1. What is a Decision Tree?
A decision tree is a popular supervised machine learning algorithm used for classification and regression tasks. It is a flowchart-like structure where each internal node represents a feature or attribute, each branch represents a decision rule, and each leaf node represents the outcome or prediction.

2. What are the key components of a Decision Tree?
The key components of a decision tree include the root node, internal nodes, branches, leaf nodes, feature/attribute, decision rules, and prediction/outcome.

3. What are the advantages of using Decision Trees?
Advantages of decision trees include interpretability, handling nonlinear relationships, feature importance measurement, robustness to outliers and missing values, and versatility in classification and regression tasks.

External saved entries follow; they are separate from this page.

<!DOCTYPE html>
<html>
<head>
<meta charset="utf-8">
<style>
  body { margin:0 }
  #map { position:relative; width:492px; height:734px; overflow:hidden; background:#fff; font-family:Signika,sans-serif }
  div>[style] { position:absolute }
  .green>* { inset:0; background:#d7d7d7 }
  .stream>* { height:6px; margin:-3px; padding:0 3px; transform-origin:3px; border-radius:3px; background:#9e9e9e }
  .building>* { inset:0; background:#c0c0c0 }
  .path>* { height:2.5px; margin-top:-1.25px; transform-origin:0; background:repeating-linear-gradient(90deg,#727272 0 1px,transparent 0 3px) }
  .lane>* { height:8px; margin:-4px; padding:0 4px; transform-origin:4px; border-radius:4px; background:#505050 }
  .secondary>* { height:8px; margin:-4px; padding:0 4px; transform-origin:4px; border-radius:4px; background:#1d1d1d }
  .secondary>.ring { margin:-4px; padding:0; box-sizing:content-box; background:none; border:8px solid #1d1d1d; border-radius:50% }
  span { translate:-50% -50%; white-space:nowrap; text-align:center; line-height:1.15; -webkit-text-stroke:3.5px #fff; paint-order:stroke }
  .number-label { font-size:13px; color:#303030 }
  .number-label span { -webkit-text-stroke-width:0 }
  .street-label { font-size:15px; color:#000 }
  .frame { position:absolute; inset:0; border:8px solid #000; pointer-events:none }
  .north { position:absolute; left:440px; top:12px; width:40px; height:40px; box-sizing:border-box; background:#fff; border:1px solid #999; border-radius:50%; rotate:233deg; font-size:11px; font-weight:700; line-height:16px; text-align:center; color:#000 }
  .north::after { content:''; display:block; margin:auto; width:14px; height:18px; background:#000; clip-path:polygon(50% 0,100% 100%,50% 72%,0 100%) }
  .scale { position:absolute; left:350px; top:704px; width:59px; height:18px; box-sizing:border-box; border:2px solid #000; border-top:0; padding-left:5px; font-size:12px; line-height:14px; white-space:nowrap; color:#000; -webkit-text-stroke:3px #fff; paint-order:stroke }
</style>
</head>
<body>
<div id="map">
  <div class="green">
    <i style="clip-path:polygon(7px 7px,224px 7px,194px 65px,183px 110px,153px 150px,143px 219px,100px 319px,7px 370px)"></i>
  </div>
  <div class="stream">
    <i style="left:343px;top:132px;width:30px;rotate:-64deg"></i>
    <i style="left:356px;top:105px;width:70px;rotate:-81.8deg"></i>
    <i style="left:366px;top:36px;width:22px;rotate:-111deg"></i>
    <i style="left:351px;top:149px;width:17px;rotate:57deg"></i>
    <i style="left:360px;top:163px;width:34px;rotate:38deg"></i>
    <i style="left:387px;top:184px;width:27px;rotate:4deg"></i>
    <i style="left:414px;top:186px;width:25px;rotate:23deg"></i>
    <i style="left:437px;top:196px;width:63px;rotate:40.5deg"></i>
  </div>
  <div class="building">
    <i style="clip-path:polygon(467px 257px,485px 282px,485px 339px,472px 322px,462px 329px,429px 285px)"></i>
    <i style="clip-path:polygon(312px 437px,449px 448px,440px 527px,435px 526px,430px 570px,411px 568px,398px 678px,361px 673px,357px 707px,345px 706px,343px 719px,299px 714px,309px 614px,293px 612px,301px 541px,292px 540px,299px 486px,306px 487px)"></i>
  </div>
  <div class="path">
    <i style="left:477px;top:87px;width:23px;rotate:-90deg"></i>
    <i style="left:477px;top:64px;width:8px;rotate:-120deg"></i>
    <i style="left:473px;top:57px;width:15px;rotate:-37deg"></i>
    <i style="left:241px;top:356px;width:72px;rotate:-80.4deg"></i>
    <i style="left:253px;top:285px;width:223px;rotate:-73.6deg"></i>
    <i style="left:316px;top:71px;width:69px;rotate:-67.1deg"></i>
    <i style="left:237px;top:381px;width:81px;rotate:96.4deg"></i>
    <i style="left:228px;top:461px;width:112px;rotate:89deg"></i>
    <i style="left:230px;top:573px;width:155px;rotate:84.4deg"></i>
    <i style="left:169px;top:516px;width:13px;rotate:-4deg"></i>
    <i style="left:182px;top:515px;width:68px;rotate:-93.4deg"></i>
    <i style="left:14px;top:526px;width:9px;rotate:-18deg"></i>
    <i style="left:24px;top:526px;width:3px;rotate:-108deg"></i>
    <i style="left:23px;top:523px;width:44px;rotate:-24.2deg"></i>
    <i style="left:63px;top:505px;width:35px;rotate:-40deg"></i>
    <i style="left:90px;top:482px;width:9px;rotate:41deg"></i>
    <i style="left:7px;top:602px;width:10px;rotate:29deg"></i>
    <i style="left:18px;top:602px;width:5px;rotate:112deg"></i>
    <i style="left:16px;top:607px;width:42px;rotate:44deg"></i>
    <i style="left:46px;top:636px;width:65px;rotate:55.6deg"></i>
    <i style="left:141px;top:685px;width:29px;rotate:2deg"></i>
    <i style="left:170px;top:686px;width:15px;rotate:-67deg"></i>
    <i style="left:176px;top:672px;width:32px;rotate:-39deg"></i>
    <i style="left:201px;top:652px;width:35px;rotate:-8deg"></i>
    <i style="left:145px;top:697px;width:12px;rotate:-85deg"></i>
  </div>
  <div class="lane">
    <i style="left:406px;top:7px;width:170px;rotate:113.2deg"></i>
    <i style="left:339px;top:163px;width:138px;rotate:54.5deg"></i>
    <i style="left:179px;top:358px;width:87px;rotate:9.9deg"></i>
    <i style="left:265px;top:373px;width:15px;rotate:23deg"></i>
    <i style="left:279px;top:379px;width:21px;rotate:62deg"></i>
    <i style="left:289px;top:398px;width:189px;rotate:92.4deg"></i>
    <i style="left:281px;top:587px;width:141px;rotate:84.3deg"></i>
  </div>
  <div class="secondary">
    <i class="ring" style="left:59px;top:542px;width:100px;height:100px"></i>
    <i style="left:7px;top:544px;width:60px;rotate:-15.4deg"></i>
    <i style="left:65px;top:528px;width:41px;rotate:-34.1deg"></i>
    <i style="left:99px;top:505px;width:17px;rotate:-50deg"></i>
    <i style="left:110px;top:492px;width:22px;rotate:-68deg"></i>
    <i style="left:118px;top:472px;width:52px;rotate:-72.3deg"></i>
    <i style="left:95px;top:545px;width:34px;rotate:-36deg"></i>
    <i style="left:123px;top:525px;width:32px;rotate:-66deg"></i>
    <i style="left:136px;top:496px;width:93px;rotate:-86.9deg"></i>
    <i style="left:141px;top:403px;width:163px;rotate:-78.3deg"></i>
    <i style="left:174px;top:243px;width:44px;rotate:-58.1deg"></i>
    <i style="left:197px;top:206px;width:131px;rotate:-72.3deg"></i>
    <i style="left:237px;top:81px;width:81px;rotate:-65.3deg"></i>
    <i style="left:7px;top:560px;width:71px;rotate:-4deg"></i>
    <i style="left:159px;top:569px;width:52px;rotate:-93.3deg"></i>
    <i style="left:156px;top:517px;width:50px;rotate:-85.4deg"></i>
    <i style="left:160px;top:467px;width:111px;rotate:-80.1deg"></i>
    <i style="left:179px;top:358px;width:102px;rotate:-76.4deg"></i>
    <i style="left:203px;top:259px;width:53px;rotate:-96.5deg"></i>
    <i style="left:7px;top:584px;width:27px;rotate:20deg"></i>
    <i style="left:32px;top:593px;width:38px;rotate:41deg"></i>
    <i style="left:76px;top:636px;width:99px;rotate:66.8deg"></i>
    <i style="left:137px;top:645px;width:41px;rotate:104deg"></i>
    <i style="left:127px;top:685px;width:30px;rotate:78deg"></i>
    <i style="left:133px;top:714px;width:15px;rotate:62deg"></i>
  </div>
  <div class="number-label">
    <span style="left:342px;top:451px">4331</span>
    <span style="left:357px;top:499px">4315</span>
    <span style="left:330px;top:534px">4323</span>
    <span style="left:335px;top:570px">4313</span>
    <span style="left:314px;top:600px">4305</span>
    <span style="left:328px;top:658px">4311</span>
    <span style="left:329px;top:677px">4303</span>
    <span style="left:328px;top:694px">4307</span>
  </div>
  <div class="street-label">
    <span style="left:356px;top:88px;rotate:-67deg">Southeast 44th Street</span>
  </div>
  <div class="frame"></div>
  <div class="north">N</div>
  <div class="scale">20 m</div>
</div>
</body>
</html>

4. What are the limitations of Decision Trees?
Limitations of decision trees include overfitting, lack of smoothness in decision boundaries, instability with small changes in the data, and challenges in handling categorical variables.

5. What are some applications of Decision Trees?
Decision trees are commonly used for classification tasks, regression tasks, feature selection, anomaly detection, and decision support systems.

6. What are the steps involved in building a Decision Tree?
The steps involved in building a decision tree include data preprocessing, tree construction, recursive partitioning, pruning (optional), and evaluation.

7. What are some popular algorithms for Decision Tree construction?
Popular algorithms for decision tree construction include ID3, C4.5, and CART, which use different splitting criteria and handle categorical and continuous target variables.